Funk da Maria-Fumaça
O engenheiro explicou ao alcaide
que a licitação da rodovia não podia ser feita sem projeto.
Mas o prefeito insistiu. Ele desejava melhorar o transporte,
mesmo sem o aporte de recursos que lhe permitissem
o trem eletromagnético. Louvado seja o prefeito
que pareceu pensar direito nos habitantes da cidade
que, como outras localidades, já teve muito mais graça
no tempo da Maria-Fumaça, no tempo do grande Brasil,
muito mais primeiro mundo que esse que hoje se vê.
Mas por que não tivemos, como ele, essa idéia brilhante,
esse arremedo de vontade?
Nós que somos da comunidade
de técnicos com instrução superior.
Que horror de pensar que nada sabemos fazer,
a não ser reclamar dos preços do pedágio.

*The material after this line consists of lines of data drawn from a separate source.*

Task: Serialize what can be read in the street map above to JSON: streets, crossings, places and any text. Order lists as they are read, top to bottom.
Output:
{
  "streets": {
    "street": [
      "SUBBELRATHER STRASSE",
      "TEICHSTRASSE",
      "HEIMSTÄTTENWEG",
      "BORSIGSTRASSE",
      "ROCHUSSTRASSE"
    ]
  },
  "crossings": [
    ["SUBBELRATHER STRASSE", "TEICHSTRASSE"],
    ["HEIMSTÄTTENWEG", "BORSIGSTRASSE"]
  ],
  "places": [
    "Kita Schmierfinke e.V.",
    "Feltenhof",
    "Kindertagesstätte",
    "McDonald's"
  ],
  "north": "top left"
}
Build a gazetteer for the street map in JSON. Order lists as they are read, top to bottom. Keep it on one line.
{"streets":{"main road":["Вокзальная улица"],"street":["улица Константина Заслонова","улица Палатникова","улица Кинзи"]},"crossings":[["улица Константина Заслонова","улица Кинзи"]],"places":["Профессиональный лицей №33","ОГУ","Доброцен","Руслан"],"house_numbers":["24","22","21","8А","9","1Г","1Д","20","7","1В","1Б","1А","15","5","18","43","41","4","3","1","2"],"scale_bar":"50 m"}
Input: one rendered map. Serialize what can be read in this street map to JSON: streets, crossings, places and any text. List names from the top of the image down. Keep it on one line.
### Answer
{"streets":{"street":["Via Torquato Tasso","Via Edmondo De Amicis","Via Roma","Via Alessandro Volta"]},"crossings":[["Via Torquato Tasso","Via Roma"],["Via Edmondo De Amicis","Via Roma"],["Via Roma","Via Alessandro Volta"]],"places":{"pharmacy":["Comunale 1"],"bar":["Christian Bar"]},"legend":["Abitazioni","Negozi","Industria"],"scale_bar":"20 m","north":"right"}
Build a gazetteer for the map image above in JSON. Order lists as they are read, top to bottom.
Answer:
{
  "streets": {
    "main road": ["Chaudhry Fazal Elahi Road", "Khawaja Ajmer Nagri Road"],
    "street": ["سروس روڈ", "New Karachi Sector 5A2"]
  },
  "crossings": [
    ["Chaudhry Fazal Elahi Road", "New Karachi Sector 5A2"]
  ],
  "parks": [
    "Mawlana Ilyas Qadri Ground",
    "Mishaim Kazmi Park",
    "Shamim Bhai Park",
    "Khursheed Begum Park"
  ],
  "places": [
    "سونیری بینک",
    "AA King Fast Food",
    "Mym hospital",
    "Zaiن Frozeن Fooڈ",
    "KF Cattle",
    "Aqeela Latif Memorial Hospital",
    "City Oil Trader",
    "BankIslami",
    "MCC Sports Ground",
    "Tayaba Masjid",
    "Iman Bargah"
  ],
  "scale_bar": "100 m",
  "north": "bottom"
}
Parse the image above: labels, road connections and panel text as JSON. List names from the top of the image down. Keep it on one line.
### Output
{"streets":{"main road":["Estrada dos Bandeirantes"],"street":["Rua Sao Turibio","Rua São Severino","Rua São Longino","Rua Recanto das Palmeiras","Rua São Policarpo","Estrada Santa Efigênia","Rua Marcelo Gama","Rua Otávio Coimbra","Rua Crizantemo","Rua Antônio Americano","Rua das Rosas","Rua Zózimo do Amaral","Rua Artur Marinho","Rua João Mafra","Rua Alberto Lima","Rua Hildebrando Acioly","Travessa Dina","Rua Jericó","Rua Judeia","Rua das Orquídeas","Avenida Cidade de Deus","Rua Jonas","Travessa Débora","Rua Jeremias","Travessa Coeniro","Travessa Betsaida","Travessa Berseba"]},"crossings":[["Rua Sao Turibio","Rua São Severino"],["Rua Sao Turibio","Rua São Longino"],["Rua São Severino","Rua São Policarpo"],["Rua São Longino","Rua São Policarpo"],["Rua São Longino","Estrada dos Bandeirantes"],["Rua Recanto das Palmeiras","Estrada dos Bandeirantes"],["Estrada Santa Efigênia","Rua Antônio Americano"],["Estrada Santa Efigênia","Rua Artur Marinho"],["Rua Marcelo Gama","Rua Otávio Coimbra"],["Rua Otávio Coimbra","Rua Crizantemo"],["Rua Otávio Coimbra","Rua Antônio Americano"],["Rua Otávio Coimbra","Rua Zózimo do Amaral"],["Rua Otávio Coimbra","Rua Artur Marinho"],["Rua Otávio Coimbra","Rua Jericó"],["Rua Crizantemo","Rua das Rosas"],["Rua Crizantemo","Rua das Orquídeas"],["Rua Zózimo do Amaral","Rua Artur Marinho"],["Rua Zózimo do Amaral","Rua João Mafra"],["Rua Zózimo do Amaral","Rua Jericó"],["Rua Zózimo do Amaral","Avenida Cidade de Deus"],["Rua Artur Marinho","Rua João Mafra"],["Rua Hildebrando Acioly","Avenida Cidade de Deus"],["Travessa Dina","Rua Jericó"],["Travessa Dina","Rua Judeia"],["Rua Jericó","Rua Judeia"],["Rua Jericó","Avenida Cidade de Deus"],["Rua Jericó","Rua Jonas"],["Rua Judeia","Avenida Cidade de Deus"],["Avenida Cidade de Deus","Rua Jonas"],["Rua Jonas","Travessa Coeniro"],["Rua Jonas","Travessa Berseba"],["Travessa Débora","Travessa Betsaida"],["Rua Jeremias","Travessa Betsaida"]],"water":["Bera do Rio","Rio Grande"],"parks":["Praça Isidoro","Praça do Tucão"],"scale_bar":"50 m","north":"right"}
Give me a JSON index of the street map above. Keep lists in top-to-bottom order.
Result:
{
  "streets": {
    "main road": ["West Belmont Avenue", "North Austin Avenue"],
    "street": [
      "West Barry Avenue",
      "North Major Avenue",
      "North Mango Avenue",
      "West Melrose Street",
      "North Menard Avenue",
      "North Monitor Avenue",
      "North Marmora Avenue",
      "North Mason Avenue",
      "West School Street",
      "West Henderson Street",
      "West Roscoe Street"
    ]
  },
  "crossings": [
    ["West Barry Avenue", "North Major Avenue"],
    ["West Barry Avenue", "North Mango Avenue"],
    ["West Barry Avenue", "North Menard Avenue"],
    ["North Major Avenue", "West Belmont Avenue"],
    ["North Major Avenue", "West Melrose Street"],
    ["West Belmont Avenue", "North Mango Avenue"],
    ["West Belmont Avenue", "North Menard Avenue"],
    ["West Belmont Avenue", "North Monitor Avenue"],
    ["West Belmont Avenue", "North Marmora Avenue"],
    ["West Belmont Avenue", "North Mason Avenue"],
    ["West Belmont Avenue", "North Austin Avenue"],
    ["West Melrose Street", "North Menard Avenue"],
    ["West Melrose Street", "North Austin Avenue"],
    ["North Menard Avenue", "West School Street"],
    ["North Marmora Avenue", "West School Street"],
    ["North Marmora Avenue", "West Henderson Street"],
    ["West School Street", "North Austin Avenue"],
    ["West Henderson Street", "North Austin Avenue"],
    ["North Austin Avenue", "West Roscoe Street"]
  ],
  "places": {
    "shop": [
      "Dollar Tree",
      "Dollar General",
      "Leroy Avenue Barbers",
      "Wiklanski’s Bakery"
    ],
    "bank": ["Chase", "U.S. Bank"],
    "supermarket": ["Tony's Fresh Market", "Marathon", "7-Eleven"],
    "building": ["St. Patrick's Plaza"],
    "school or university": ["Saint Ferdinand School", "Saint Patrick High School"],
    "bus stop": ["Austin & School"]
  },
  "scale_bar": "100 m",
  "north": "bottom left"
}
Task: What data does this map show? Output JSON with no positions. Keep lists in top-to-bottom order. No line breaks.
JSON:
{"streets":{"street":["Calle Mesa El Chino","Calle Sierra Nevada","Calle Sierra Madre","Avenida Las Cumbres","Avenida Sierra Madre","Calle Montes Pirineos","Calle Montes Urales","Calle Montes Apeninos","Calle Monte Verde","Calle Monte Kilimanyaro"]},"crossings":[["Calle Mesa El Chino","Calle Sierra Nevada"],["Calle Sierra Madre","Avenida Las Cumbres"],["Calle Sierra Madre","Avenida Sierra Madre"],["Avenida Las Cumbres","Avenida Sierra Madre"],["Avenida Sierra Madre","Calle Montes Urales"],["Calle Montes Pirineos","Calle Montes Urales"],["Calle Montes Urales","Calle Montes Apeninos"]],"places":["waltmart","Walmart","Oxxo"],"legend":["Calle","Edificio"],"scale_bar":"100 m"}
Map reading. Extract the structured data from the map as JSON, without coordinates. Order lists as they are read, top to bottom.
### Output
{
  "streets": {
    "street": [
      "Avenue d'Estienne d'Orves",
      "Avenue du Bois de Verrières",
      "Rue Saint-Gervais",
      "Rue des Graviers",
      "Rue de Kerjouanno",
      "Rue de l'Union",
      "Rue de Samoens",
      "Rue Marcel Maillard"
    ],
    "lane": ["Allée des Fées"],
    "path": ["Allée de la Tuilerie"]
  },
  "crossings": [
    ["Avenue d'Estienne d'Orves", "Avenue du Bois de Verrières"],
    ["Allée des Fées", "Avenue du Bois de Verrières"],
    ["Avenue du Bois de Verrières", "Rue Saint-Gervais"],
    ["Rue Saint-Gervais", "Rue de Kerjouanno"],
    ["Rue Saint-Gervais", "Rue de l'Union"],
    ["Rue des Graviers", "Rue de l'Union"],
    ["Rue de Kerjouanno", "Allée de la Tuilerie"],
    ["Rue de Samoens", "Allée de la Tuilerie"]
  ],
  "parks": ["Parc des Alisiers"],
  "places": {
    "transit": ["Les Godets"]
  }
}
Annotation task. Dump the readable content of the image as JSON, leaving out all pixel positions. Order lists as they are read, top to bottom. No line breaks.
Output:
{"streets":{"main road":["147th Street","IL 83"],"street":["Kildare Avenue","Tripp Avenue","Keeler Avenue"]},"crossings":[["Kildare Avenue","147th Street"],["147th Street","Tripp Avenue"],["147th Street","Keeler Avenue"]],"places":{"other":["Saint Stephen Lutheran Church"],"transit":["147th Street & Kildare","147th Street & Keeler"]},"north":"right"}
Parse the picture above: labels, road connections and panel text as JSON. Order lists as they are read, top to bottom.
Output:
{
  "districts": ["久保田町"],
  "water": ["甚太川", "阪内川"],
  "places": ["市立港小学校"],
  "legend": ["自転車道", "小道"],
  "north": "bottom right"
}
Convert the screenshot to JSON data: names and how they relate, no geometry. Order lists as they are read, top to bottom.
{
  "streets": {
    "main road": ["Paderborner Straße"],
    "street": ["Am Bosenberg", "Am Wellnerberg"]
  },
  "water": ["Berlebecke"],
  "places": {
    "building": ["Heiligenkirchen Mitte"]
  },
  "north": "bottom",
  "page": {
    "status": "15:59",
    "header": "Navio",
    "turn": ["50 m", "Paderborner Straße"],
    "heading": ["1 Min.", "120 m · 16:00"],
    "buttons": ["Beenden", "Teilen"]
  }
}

É o tipo do estágio de que não sabemos sair,
sem no fundo colidir com o que não queremos fazer.
Sem falar dos que ocupam o palco
dos que ganharam a concessão do alcaide da ocasião,
e vão explorando a nação de contribuintes conformados
com os preços de quando em quando ajustados,
superando a inflação.
Por que não tivemos a noção do transporte sobre trilhos?
Estribilho que não sai da minha cabeça:
se faz sobre trilhos o transporte de massa, não esqueça.
Por que? Preguiça, malícia ou promessa?
Chega então a notícia
que a China daquele Mao, o tal que comia criancinha,
ela agora já tinha o trem que parecia um raio,
aquela lança que alcança 430 km/h
e chega bem antes da hora aonde tem que chegar.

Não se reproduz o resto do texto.